Schwartzman can get elliptical and discursive when speaking, which actually works well in the context of Asteroid City‘s brilliantly convoluted structure. Leading up to production, he spent a lot of time trying to figure out Augie after Anderson suggested that maybe they try something they had never done before. They would send videos back and forth to one another, and played with the idea of accents and prosthetics. But when Schwartzman got to Spain to begin filming, he had a realization. “It was like, oops, I forgot I have a whole other person I’m thinking about,” he says.
He shared his fears with Anderson who reassured him that all that prep work to play Augie was help for Jones too. “It was a kind of beautiful moment,” Schwartzman remembers, and one that was thematically apt for the film they were making. Anderson’s conversation with Scwhartzman paralleled what Adrien Brody’s Schubert Green, the on-screen director of “Asteroid City,” tells Jones in the movie’s big third act moment when Jones stops the action and explains he still doesn’t understand the play.
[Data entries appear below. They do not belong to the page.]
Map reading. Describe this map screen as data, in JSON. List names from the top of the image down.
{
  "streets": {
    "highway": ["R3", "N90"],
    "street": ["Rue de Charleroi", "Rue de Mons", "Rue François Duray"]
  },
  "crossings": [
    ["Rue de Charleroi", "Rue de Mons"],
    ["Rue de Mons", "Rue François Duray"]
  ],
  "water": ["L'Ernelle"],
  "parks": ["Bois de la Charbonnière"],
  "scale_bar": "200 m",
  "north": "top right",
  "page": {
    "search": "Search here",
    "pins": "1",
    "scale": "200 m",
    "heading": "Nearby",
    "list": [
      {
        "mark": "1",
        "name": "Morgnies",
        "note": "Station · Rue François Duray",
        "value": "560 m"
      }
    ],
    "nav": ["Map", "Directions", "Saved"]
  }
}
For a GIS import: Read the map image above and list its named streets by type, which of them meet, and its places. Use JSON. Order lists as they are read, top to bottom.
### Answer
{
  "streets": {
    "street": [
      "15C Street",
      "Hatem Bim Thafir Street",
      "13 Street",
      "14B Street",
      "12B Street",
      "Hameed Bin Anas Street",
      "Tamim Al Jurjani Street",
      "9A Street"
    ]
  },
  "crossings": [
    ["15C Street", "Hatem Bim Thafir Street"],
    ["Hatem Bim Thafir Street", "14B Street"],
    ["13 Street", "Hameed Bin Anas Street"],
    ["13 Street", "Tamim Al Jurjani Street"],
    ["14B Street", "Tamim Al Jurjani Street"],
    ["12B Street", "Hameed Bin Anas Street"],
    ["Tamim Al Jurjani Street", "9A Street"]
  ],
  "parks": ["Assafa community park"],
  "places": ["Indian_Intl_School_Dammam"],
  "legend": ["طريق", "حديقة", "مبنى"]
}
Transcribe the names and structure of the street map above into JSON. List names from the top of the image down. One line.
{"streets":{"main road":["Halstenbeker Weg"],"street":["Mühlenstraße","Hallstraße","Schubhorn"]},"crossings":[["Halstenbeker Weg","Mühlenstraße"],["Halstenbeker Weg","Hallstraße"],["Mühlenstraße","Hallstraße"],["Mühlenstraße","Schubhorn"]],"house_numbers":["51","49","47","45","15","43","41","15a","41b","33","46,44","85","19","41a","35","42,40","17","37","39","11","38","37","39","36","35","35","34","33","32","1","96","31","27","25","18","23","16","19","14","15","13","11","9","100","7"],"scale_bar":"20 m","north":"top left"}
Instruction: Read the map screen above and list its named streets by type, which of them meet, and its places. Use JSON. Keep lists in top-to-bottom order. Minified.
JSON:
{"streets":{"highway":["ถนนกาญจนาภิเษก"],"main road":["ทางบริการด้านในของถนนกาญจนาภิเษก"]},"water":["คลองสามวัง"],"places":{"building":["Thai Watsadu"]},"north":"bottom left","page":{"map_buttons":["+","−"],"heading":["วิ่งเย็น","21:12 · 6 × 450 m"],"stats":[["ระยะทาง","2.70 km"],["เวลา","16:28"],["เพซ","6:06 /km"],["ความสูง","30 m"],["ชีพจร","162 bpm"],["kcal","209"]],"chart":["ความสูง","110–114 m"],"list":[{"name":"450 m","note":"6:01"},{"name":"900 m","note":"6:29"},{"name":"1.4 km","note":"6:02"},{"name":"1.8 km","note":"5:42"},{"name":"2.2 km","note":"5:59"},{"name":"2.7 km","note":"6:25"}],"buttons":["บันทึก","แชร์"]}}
“It hit me also because this movie is, to me, about how you can feel separate from people and feel unknown to people and realize through whatever circumstances that maybe you were separate, you were different but now you have something that unites you that only you people have,” he adds. Those circumstances might be—in the play within the movie—an alien invasion. Or those circumstances might simply be the act of making art—like the cast members of Asteroid City are doing both on and off screen.
Schwartzman says he can find acting a little embarrassing, but he feels no judgment with Anderson. “He has seen me at every version, basically, of me,” he says. “No matter how bad I could tank a performance in a moment, it will never be as bad as the time that we were over here.”
And the famously fastidious director can motivate Schwartzman in an intimate way that’s usually only reserved for family. Schwartzman approached Asteroid City with trepidation, but Anderson offered him solace. “When I read the script I was like, ‘I don’t know, I don’t think I’m there,'” he says. “It was him saying, ‘No, go for it, you can do that,’ that only comes from working with someone that you know so well that they can challenge you in a very loving way to move forward.”